1. As respects the amount in controversy, the District Court has jurisdiction of a suit where the requisite value is involved as to each of several plaintiffs though
not involved as to others. P. 241 . 2. A motion to dismiss the whole case because the amount in controversy as to some of the plaintiffs is too small should be
overruled. Id. 3. There is equitable jurisdiction to enjoin collection of an allegedly unconstitutional state tax where the taxpayer, if he pays, is afforded no clear
remedy of restitution. P. 242 . 4. Liberty of the press is a fundamental right protected against state aggression by the due process clause of the Fourteenth
Amendment. P. 242 . 5. The fact that, as regards the Federal Government, the protection of this right is not left to the due process clause of the Fifth
Amendment, but is guaranteed in specie by the First Amendment, is not a sufficient reason for excluding it from the due process clause of the Fourteenth
Amendment. P. 243 . 6. A corporation is a "person" within the meaning of the due process and equal protection clauses of the Fourteenth Amendment. P. 244 .

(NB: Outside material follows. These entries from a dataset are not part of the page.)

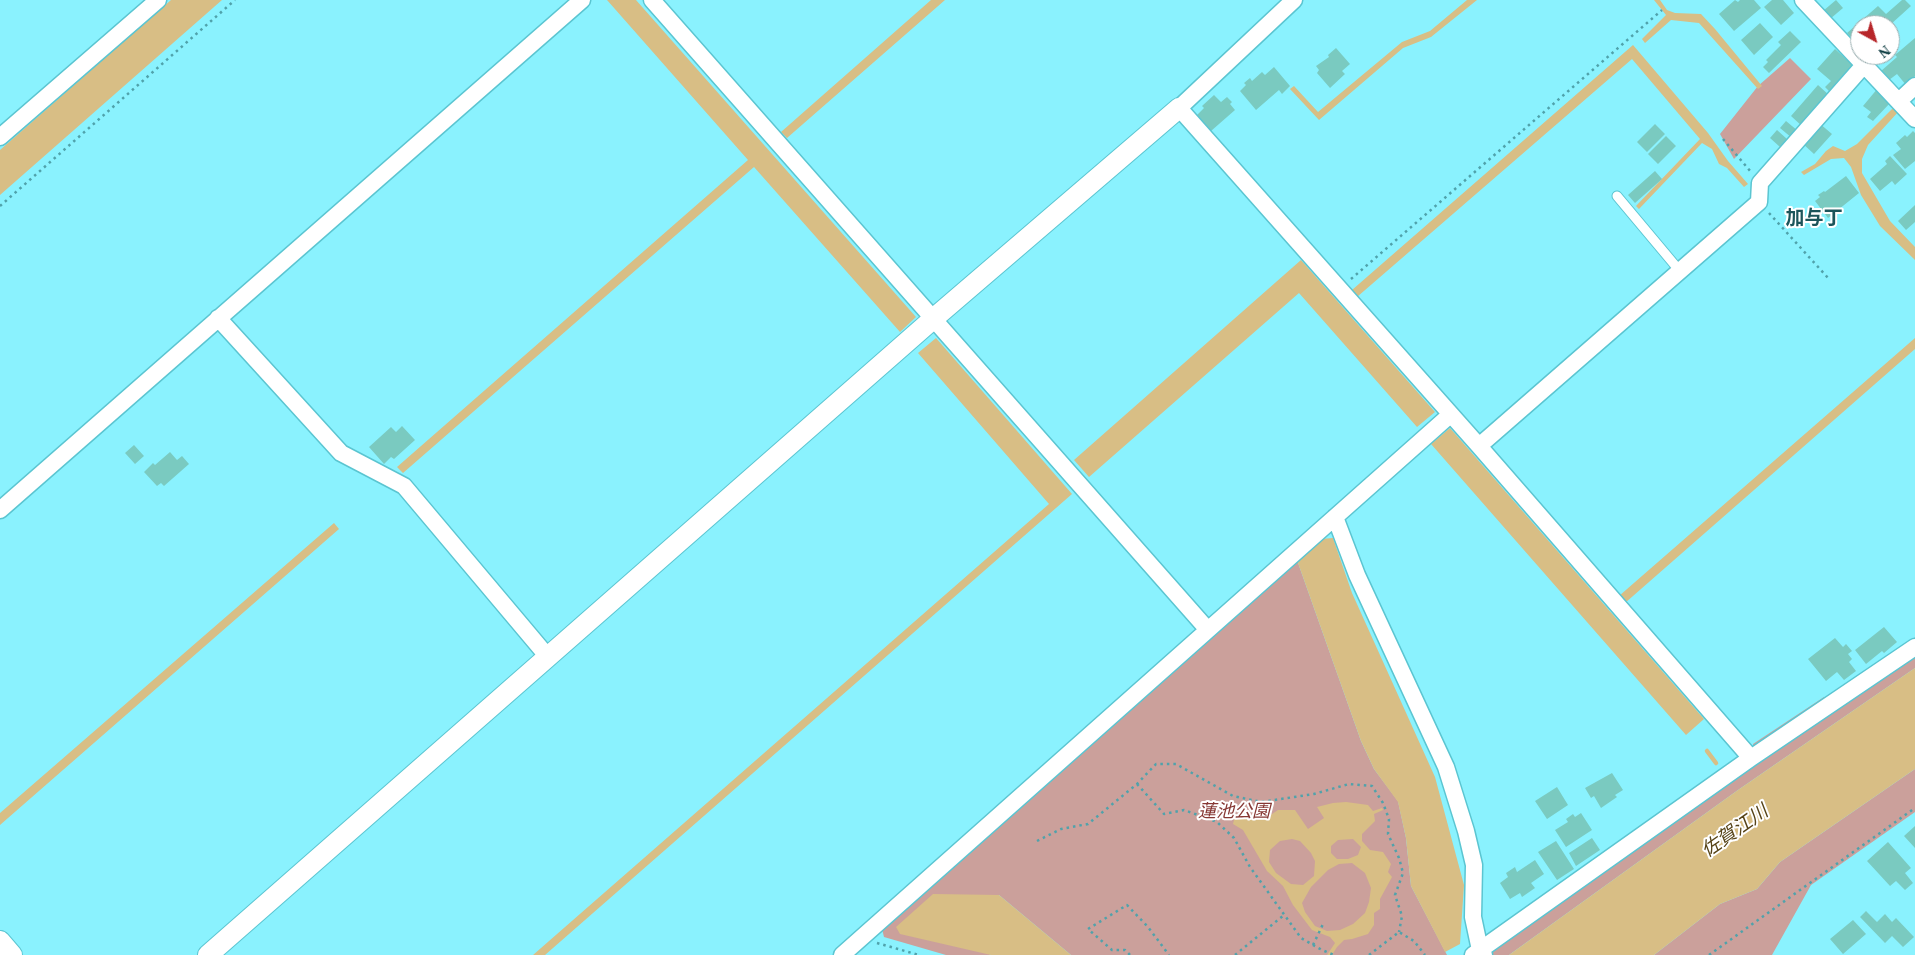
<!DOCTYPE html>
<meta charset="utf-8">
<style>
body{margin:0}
#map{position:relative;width:1915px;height:955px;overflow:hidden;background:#8af2fe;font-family:Georgia,serif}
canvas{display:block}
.north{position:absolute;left:1850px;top:15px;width:50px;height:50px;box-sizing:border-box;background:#fff;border:1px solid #99adaf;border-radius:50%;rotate:141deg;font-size:14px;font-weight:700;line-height:20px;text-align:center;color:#003237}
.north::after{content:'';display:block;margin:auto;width:18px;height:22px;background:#b7262a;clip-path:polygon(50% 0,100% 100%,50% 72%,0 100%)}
</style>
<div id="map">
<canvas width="1915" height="955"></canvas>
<div class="north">N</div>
</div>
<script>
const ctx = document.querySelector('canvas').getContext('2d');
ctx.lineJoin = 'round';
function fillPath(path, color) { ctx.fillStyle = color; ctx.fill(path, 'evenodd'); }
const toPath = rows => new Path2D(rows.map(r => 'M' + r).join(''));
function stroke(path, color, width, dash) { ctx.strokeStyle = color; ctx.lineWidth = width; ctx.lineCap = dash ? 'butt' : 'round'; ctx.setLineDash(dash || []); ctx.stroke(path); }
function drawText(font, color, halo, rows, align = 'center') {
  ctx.font = font + ' Georgia,"Noto Sans JP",serif'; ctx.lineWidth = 4; ctx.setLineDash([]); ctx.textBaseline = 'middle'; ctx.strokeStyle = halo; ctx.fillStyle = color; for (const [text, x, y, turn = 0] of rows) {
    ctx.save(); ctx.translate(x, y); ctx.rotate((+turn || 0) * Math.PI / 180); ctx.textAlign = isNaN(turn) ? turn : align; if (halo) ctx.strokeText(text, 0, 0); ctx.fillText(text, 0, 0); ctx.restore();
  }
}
fillPath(toPath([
 [1790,58,1811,79,1734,159,1720,134,1758,86],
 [1297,560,1361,741,1374,769,1398,801,1406,838,1411,886,1447,955,1071,955,999,895,989,954,991,955,946,955,884,937,882,929],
 [1915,637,1915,668,1738,790,1509,955,1484,955,1755,762,1753,744,1824,697,1834,707,1905,659],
 [1915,769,1915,812,1811,885,1772,955,1654,955,1720,904,1757,889,1780,862]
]), '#cba09b');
fillPath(toPath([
 [171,0,222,0,0,195,0,150],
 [607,0,636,0,916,317,900,332,754,167,403,473,397,467,748,160],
 [931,0,945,0,787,138,781,132],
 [1467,0,1477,0,1431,37,1403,48,1319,120,1290,89,1294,86,1318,112,1402,42,1430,31],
 [1654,0,1660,0,1667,10,1675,13,1701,14,1715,29,1762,86,1758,89,1699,23,1671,20,1645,43,1642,39,1666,15],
 [1633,45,1708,133,1728,161,1748,184,1744,187,1727,168,1719,164,1712,149,1702,143,1639,209,1636,206,1700,139,1632,59,1357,297,1352,290],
 [1894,107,1899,111,1868,145,1862,159,1862,173,1890,221,1915,247,1915,260,1880,226,1861,195,1851,167,1844,158,1831,159,1804,175,1801,172,1815,164,1826,151,1833,146,1845,151,1857,144],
 [1301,260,1435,412,1417,427,1299,293,1089,477,1074,460],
 [936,338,1072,494,545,955,533,955,1049,504,918,353],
 [1915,338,1915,349,1625,603,1619,596],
 [1450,428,1704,719,1686,735,1431,444],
 [334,523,339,529,0,825,0,813],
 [1333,538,1352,593,1435,777,1464,885,1460,944,1445,952,1411,886,1406,838,1398,802,1374,769,1361,741,1297,560,1320,539],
 [1915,668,1915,769,1780,862,1757,889,1720,904,1654,955,1509,955,1738,790],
 [1346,802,1368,805,1373,811,1382,808,1383,810,1374,814,1375,821,1362,834,1362,841,1370,850,1383,852,1391,864,1388,872,1392,877,1380,899,1380,909,1374,913,1374,925,1368,934,1352,939,1344,940,1337,947,1332,955,1327,955,1335,943,1330,937,1312,930,1293,905,1283,886,1267,871,1243,830,1233,824,1235,816,1242,813,1255,819,1269,816,1278,810,1295,810,1308,829,1324,818,1317,807,1333,803],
 [1292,839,1300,841,1311,853,1315,861,1314,876,1303,885,1291,884,1276,873,1269,862,1270,850,1280,841],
 [1353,839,1361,847,1358,855,1348,859,1337,859,1331,853,1331,846,1338,840],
 [1352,863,1365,873,1371,888,1369,902,1365,913,1353,924,1340,930,1327,931,1315,926,1305,912,1302,903,1311,887,1328,870,1339,864],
 [933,894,999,895,1071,955,991,955,900,934,896,927]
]), '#d8be85');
stroke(toPath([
 [1707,751,1716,763]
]), '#d8be85', 4.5);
fillPath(toPath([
 [1735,0,1738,2,1740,0,1754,0,1761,8,1734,31,1719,14],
 [1772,0,1783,0,1794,13,1781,25,1764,7],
 [1836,0,1843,8,1830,19,1823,11],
 [1902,0,1905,0,1911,6,1890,25,1860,25,1860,47,1847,33,1878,6,1886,14],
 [1760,23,1773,37,1754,55,1741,40],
 [1790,31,1801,42,1769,73,1763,67,1768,62,1766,60,1781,45,1778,42],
 [1915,38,1915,76,1906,85,1897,74,1889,80,1881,71,1897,57,1895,55],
 [1336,48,1350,64,1342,71,1345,74,1330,88,1317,73,1319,70,1316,66,1329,57,1328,55],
 [1835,49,1855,67,1832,94,1825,87,1831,81,1817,69],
 [1274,67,1290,86,1282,94,1279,90,1256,110,1240,91,1246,85,1244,83,1250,78,1252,81,1262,72,1265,75],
 [1818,85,1830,96,1803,127,1791,116],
 [1878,88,1892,101,1873,121,1867,117,1871,112,1863,106],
 [1214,95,1221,102,1227,97,1232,102,1230,104,1235,110,1211,131,1197,115,1204,108,1202,106],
 [1786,121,1798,131,1792,138,1780,128],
 [1819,123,1832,134,1814,154,1802,143],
 [1655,124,1665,134,1647,152,1637,142],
 [1777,130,1787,139,1780,147,1770,138],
 [1913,131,1915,133,1915,161,1905,169,1893,155,1901,149,1896,143,1905,135,1907,137],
 [1666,136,1676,146,1658,164,1648,154],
 [1890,156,1907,174,1895,185,1892,181,1880,191,1870,179,1887,164,1885,161],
 [1655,171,1662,179,1635,203,1628,195],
 [1846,176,1859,193,1828,218,1815,201,1820,197,1818,195,1824,191,1825,192],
 [1915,205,1915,222,1906,230,1898,221],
 [402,426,415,440,394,459,391,457,384,464,369,447,391,427,396,432],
 [134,445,144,456,135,464,125,453],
 [170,452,177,460,182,456,189,464,164,486,161,483,157,486,144,472,153,463,155,465],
 [1884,627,1897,642,1884,653,1882,651,1866,664,1855,650],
 [1835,638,1843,647,1846,644,1852,651,1848,654,1852,659,1849,662,1856,671,1844,680,1837,672,1826,681,1808,659],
 [1612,773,1623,790,1615,795,1617,797,1601,808,1594,796,1591,798,1585,788],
 [1557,787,1568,805,1547,819,1535,801],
 [1581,813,1592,830,1566,847,1555,830,1568,822,1566,819,1573,814,1575,817],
 [1915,826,1915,848,1904,836],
 [1592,838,1600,850,1576,866,1569,853],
 [1556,841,1574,869,1557,880,1538,852],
 [1888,842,1911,868,1905,873,1913,883,1905,890,1896,881,1890,886,1867,861],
 [1535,860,1544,874,1531,883,1535,888,1522,897,1520,893,1510,899,1500,883,1508,877,1506,873,1515,867,1517,872],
 [1866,911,1877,922,1885,914,1892,922,1896,918,1914,937,1903,947,1892,936,1885,943,1860,917],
 [1853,920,1866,934,1843,954,1830,939]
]), '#7acac0');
const service = toPath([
 [1617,196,1679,270]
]);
const minor = toPath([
 [652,0,1208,630],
 [1294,0,1179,108,1479,446,1751,758],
 [1803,0,1915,119],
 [1899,101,1915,86],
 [0,137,158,0],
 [218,318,341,453,404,486,548,657],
 [1479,446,1759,202,1760,183,1864,65],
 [0,510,582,0],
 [1335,517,1357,575,1446,767,1466,831,1474,865,1473,917,1480,950,1484,955],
 [842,955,1450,415],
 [1473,955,1751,758,1915,647]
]);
const tertiary = toPath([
 [0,941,12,955],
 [208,955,933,319,1179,108]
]);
stroke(service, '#5bc5d1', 11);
stroke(minor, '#5bc5d1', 19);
stroke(tertiary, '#5bc5d1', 22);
stroke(toPath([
 [1723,139,1751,172],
 [0,206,235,0],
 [1769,213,1829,279],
 [1351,279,1662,10],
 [1137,784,1164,814,1184,810,1217,822,1234,838,1250,867,1301,938,1322,950,1334,955],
 [1037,841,1061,829,1088,824,1137,784,1156,764,1176,764,1233,796,1261,802,1314,794,1349,784,1372,786,1383,803,1389,819,1388,834,1399,858,1403,873,1395,895,1402,916,1399,932],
 [877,943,919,955],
 [1313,945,1324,922],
 [1130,955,1125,950,1112,950,1088,929,1127,905,1148,927,1169,955],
 [1235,955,1284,915],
 [1369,955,1399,932,1414,941,1425,955],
 [1709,955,1915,808]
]), '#50a2ab', 2.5, [2.5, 4]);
stroke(service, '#fff', 9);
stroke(minor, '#fff', 16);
stroke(tertiary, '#fff', 20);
drawText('italic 18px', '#873834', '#fff', [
 ["蓮池公園",1234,810]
]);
drawText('bold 19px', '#1c555b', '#fff', [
 ["加与丁",1814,217]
]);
drawText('italic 19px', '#564317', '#fff', [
 ["佐賀江川",1734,830,-35]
]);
</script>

7. A State license tax (La.Act No. 23, July 12, 1934) imposed on the owners of newspapers for the privilege of selling or charging for the advertising therein,
and measured by a percent. of the gross receipts from such advertisements, but applicable only to newspapers enjoying a circulation of more than 20,000 copies
per week, held unconstitutional. P. 244 . 8. From the history of the subject, it is plain that the English rule restricting freedom of the press to immunity from
censorship before publication was not accepted by the American colonists, and that the First Amendment was aimed at any form of previous restraint upon
printed publications or their circulation, including restraint by taxation of newspapers and their advertising, which were well known and odious methods still used
in England when the First Amendment was adopted. P. 245 . [p*234] 9. The predominant purpose of the grant of immunity was to preserve an untrammeled
press as a vital source of public information. P. 250 . 10. Construction of a constitutional provision phrased in terms of the common law is not determined by
rules of the common law which had been rejected in this country as unsuited to local civil or political conditions. P. 248 . It is not intended in this case to suggest
that the owners of newspapers are immune from any of the ordinary forms of taxation for support of Government. The tax in question is not an ordinary form of
tax, but one single in kind, with a long history of hostile misuse against the freedom of the press. The manner of its use in this case is, in itself, suspicious; it is not
measured or limited by the volume of advertisements, but by the extent of the circulation of the publication in which the advertisements are carried, with the plain
purpose of penalizing the publishers and curtailing the circulation of a selected group of newspapers. 10 F.Supp. 161, affirmed.